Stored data
○ ○ ○
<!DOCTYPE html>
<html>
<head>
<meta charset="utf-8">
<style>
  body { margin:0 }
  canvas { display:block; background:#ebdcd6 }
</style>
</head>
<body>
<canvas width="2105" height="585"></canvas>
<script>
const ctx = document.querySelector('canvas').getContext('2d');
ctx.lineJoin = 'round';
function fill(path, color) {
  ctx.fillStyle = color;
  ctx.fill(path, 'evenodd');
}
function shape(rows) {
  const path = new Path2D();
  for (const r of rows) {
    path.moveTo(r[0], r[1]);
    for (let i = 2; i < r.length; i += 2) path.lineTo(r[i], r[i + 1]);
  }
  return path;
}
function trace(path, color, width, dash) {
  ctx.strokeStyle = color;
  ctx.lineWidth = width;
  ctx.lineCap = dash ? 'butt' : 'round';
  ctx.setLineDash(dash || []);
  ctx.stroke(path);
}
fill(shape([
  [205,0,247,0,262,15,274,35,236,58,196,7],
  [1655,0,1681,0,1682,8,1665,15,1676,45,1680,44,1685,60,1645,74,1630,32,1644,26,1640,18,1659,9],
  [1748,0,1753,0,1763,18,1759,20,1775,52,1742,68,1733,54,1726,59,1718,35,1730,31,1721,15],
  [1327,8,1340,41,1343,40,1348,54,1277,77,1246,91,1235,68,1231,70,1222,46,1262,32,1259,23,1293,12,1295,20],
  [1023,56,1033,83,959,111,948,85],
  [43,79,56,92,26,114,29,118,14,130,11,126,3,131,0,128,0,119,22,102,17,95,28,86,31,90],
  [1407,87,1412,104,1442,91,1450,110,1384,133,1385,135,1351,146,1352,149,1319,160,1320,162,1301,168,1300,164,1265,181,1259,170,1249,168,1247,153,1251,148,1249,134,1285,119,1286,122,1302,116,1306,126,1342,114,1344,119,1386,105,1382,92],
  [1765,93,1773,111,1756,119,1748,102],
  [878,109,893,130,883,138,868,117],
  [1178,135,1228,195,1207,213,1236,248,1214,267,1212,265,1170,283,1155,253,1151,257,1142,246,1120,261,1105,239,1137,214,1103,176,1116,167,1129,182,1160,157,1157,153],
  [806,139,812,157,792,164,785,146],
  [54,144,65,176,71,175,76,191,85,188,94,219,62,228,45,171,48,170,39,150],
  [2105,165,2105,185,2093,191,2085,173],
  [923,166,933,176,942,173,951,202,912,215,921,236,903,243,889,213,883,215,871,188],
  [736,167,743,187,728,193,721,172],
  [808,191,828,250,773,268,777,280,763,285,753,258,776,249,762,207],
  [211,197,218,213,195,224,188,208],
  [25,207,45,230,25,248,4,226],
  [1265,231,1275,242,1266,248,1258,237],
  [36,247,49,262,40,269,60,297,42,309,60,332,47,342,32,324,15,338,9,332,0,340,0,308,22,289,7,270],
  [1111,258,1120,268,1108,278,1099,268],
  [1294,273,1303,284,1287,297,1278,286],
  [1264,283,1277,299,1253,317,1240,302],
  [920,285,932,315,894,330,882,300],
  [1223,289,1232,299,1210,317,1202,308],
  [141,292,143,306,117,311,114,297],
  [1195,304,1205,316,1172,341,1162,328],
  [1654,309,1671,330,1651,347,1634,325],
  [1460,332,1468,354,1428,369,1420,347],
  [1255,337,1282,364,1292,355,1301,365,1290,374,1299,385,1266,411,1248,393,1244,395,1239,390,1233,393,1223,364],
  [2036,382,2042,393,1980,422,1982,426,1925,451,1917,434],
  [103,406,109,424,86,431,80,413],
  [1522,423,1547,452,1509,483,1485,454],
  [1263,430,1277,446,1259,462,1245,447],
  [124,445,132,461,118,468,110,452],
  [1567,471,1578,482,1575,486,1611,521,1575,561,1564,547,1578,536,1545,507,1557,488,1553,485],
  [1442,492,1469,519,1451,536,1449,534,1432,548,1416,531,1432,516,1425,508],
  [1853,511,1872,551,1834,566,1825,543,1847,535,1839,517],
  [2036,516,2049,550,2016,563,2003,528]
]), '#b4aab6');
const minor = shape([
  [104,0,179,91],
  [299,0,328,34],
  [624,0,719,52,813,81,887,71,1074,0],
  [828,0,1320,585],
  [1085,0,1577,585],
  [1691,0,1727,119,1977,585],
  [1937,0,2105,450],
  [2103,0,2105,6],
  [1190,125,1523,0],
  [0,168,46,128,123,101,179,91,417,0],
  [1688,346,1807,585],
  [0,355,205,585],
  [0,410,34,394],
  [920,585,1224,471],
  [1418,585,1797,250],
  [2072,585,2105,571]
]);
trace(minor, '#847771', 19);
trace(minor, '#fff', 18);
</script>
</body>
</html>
○ ○ ○
_What the exercise asks_
What you give back must be the stretch above, starting at the line with "const ctx = document.querySelector('canvas').getContext('2d');" and ending at the line with "function trace(path, color, width, dash)", copied exactly.

_Solution to this problem_
const ctx = document.querySelector('canvas').getContext('2d');
ctx.lineJoin = 'round';
function fill(path, color) {
  ctx.fillStyle = color;
  ctx.fill(path, 'evenodd');
}
function shape(rows) {
  const path = new Path2D();
  for (const r of rows) {
    path.moveTo(r[0], r[1]);
    for (let i = 2; i < r.length; i += 2) path.lineTo(r[i], r[i + 1]);
  }
  return path;
}
function trace(path, color, width, dash) {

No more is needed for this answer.